* **Instructions to follow**:
Look for the line that has "position:absolute; left:1132px; top:1868px;" in the material below; please repeat it and every line after it, exactly, up to and including the line that has "border:4px solid #111;", and nothing else.

◆ ◆ ◆ ◆

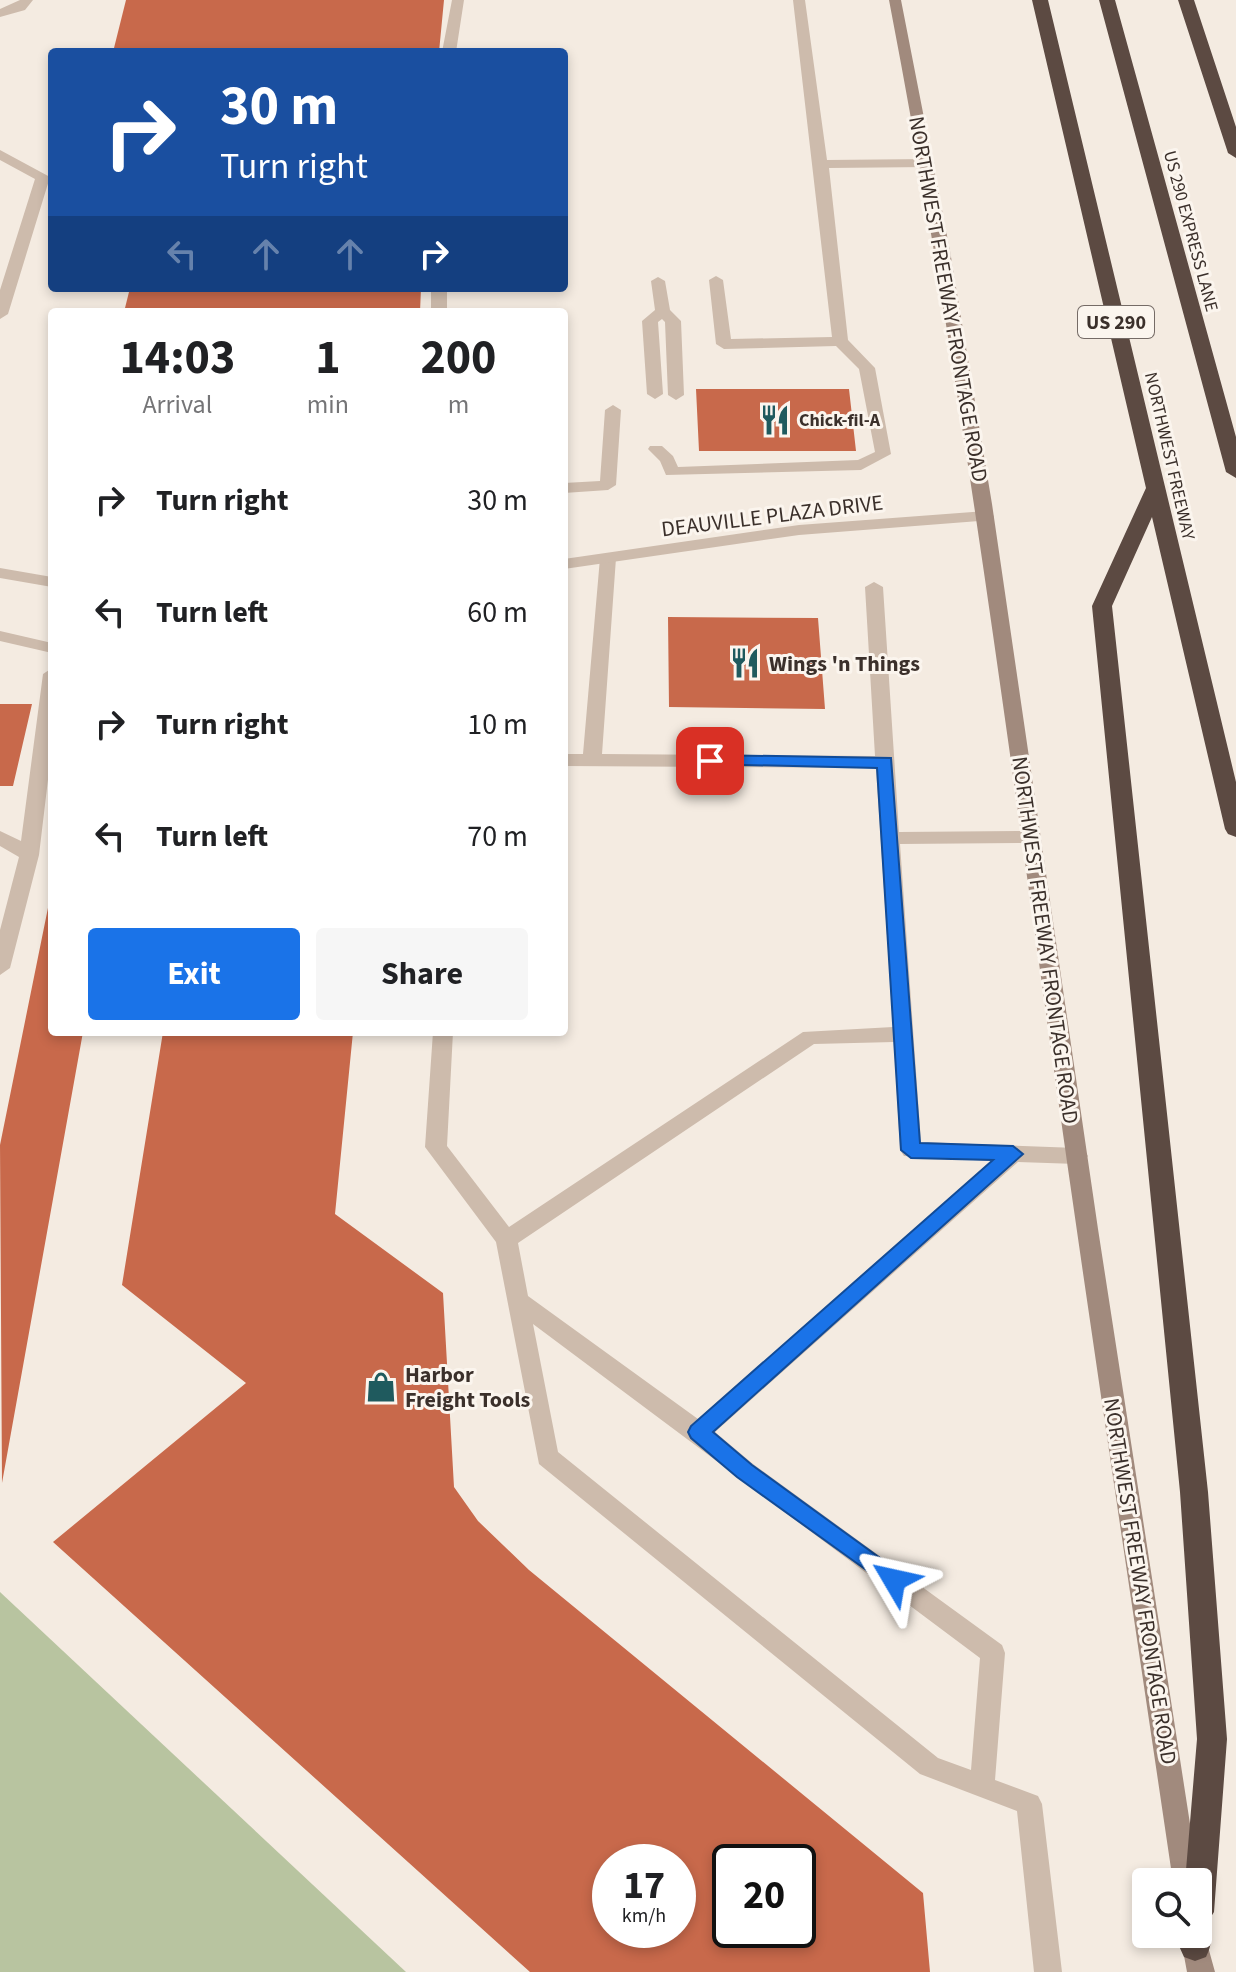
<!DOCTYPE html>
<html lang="en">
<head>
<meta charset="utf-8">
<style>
  body { margin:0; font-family:"Source Sans 3",sans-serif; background:#f6f6f6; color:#202124; height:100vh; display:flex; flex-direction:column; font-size:30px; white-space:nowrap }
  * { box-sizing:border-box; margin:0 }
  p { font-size:26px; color:#757577 }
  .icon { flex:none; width:44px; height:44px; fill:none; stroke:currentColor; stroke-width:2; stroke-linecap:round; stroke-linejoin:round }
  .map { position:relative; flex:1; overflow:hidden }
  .details { position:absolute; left:48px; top:308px; width:520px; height:728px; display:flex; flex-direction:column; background:#fff; border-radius:8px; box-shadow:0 4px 12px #0003 }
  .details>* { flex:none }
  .top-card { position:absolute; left:48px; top:48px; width:520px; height:244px; border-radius:8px; box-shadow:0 4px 12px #0003; background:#1a4fa0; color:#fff; overflow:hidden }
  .tools { position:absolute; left:1132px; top:1868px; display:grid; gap:16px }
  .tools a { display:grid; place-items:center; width:80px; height:80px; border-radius:8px; background:#fff; box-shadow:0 4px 12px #0003; font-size:40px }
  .speed { position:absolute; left:592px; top:1844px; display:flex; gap:16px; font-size:40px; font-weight:700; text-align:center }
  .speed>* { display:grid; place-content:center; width:104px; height:104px; border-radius:50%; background:#fff; box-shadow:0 4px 12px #0003; line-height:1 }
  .speed small { font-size:20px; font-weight:400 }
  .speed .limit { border:4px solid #111; border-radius:12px; background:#fff; color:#111 }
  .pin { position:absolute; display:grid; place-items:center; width:68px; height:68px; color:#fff; margin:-34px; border-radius:16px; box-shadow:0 4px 12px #0006 }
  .me { position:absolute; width:88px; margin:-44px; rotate:306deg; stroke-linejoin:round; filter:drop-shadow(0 0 6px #0008) }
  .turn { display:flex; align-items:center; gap:28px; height:168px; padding:0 40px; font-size:36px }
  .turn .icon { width:104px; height:104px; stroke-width:2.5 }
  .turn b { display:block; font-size:56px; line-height:68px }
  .lanes { display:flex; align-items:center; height:76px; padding:0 40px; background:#0003; justify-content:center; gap:40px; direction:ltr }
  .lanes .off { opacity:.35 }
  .eta { display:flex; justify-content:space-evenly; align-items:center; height:136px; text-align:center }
  .eta b { font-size:48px; font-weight:700; line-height:56px }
  .action { display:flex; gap:16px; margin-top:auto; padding:16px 40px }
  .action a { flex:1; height:92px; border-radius:8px; background:#1a73e8; color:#fff; font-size:32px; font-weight:700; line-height:92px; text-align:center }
  .action a+a { background:#f6f6f6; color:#202124 }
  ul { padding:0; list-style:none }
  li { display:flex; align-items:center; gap:24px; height:112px; padding:0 40px }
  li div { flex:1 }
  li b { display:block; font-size:30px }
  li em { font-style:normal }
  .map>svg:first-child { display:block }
  .green { fill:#b8c4a0 }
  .building { fill:#c8694b; fill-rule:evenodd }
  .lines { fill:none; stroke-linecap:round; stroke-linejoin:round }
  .service { fill:#cdbbac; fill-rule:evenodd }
  .minor { fill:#cdbbac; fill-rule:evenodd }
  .secondary { fill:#a18a7d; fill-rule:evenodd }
  .motorway { fill:#5c4a42; fill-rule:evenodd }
  .route { fill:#1a73e8; stroke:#114b97; stroke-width:2 }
  .labels { text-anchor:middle; stroke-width:6; stroke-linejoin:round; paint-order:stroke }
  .far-street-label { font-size:18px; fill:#3b302b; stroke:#fbf5ee }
  .far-poi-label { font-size:18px; font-weight:bold; fill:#3b302b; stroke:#fbf5ee; text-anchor:start }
  .shield { fill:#fbf5ee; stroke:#756b66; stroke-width:2 }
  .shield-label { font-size:20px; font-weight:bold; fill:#3b302b }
  .street-label { font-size:22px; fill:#3b302b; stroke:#fbf5ee }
  .poi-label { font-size:22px; font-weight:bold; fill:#3b302b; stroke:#fbf5ee; text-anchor:start }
</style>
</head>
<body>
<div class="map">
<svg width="1236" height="1972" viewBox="0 0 1236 1972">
  <rect width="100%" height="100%" fill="#f4ebe1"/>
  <path class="green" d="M0 1592 406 1972H0Z"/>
  <path class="building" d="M126 0H444L439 52H113Z
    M130 288H421L420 312H124Z
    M696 389H849L856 451H699Z
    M668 617 818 618 825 709 669 707Z
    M0 704H32L13 786H0Z
    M51 893 52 1032H83L2 1483 0 1145Z
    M163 1032H353L335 1214 443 1293 454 1487 478 1521 529 1570 923 1893 930 1972H530L53 1542 246 1383 122 1285ZM610 1862H678V1930H610ZM730 1862H798V1930H730Z"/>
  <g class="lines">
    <path class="service" d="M20 0H33L25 10 0 17V9Z
      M452 0H464L456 52H442Z
      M793 0H805L827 160 928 159 935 163 928 167 829 168 848 340 875 368 891 454 861 470 666 475 660 461 648 449 650 446H662L673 456 678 467 858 460 875 452 859 369 836 346 724 349 716 344 709 280 716 276 723 280 731 339 832 337Z
      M0 150 50 177 8 314 0 319V290L35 179 0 160Z
      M658 277 665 281 670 310 681 321 684 395 676 400 668 395 665 322 662 319 658 322 663 394 655 399 647 394 642 321 655 310 651 281Z
      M431 288H447V312H431Z
      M613 405 621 410 616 485 608 490 564 493V483L600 481 605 410Z
      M608 553 616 558 602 754 875 756 865 587 874 582 883 587 899 832 1031 831 1040 837 1031 843 900 844 921 1142 1077 1148 1084 1150 1088 1156 1084 1162 1077 1164 1018 1162 715 1432 753 1464 1002 1645 1005 1653 995 1780 1038 1796 1042 1804 1062 1972H1034L1017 1811 920 1774 539 1464 496 1242 425 1147 433 1032H453L447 1146 509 1227 803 1032 893 1027 876 768 564 766V754H583L600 558ZM894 1042 900 1150 904 1156 991 1161 698 1419 528 1296 518 1243 814 1044ZM533 1324 980 1658 971 1770 938 1758 558 1452Z
      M0 568 52 577V587L0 578Z
      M0 631 52 643V653L0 641Z
      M52 668V746L39 855 10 968 0 975V930L19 857 0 846V831L21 841 43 674Z"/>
    <path class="minor" d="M986 511 994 516 992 520 799 535 564 569V559L799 525Z"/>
    <path class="secondary" d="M889 0H901L950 251 992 504 1098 1229 1199 1882 1198 1885V1882H1173C1132 1604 1090 1327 1051 1049 1002 698 956 348 889 0Z
      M1198 1923 1202 1925 1215 1972H1187L1180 1934H1198Z"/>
    <path class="motorway" d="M1032 0H1048L1236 782V837L1228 834 1225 829 1152 517 1112 606 1208 1492 1227 1739 1214 1912 1207 1923C1213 1936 1212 1944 1206 1957L1195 1961 1184 1957 1179 1946 1180 1934H1198V1882H1185L1197 1739 1180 1492 1092 606 1146 488Z
      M1099 0H1115L1236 437V478L1226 472Z
      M1178 0H1194L1236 127V158L1228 153Z"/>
  </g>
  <path class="route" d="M710 755 891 758 920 1143 1013 1146 1023 1154 713 1432 752 1465 902 1574 905 1580 902 1587 894 1590 737 1477 691 1438 688 1432 691 1426 993 1160 911 1158 901 1150 877 768 704 764 701 761 704 757Z"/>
  <defs>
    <g id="restaurant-bare" transform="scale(2.4)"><path d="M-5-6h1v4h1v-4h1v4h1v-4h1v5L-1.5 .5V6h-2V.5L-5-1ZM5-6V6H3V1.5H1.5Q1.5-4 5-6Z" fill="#1f5a5e" stroke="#fbf5ee" stroke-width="2.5" paint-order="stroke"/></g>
    <g id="shop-bare" transform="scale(2.4)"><path d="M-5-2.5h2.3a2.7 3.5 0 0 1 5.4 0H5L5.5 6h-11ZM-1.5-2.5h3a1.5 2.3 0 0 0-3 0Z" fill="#1f5a5e" stroke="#fbf5ee" stroke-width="2.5" paint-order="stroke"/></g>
  </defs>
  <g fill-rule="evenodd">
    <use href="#restaurant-bare" x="775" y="420"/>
    <use href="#restaurant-bare" x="745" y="663"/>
    <use href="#shop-bare" x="381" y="1387"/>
  </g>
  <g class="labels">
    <g class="far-street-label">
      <text transform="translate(1191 231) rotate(75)" y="6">US 290 EXPRESS LANE</text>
      <text transform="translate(1170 456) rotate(77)" y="6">NORTHWEST FREEWAY</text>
    </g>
    <g class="far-poi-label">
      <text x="799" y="426">Chick-fil-A</text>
    </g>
    <rect class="shield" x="1078" y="306" width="76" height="32" rx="6"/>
    <g class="shield-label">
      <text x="1116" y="329">US 290</text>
    </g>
    <g class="street-label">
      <text transform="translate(949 299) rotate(80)" y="8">NORTHWEST FREEWAY FRONTAGE ROAD</text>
      <text transform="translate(772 515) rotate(-7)" y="8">DEAUVILLE PLAZA DRIVE</text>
      <text transform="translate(1046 940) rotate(82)" y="8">NORTHWEST FREEWAY FRONTAGE ROAD</text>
      <text transform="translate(1141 1581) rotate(81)" y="8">NORTHWEST FREEWAY FRONTAGE ROAD</text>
    </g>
    <g class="poi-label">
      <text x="769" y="671">Wings 'n Things</text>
      <text x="405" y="1382">Harbor<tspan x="405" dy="25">Freight Tools</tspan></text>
    </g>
  </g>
</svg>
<div class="tools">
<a><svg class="icon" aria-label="search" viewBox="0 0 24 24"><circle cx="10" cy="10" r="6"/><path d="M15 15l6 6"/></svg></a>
</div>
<div class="speed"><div>17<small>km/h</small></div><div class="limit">20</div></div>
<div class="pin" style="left:710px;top:761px;background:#d93025"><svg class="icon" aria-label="arrive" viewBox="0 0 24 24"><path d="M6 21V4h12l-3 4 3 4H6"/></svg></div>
<svg class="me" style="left:894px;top:1580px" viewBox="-20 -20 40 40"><path d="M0-17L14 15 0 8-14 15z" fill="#1a73e8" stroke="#fff" stroke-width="4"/></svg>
<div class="top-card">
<div class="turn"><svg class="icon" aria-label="right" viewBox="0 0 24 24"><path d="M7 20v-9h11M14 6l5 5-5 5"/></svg><div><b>30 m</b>Turn right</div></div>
<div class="lanes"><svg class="icon off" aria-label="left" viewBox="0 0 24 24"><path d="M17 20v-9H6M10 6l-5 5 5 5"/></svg><svg class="icon off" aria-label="ahead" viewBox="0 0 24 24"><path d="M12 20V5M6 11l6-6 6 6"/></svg><svg class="icon off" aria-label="ahead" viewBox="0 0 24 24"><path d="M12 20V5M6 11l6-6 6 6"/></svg><svg class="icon" aria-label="right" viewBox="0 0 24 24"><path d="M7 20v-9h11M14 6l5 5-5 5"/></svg></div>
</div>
<section class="details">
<div class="eta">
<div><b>14:03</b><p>Arrival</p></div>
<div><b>1</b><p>min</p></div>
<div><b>200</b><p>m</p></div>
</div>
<ul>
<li><svg class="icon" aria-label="right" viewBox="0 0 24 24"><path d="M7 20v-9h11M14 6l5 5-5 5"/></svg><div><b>Turn right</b></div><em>30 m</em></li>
<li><svg class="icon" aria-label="left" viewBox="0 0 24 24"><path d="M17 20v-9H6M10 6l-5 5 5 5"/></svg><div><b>Turn left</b></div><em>60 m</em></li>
<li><svg class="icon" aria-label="right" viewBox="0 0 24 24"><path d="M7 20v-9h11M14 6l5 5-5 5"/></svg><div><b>Turn right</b></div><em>10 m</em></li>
<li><svg class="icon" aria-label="left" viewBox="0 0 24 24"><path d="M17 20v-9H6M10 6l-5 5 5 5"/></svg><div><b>Turn left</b></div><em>70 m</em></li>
</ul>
<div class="action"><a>Exit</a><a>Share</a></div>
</section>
</div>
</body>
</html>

◆ ◆ ◆ ◆

* **Expected output**:
  .tools { position:absolute; left:1132px; top:1868px; display:grid; gap:16px }
  .tools a { display:grid; place-items:center; width:80px; height:80px; border-radius:8px; background:#fff; box-shadow:0 4px 12px #0003; font-size:40px }
  .speed { position:absolute; left:592px; top:1844px; display:flex; gap:16px; font-size:40px; font-weight:700; text-align:center }
  .speed>* { display:grid; place-content:center; width:104px; height:104px; border-radius:50%; background:#fff; box-shadow:0 4px 12px #0003; line-height:1 }
  .speed small { font-size:20px; font-weight:400 }
  .speed .limit { border:4px solid #111; border-radius:12px; background:#fff; color:#111 }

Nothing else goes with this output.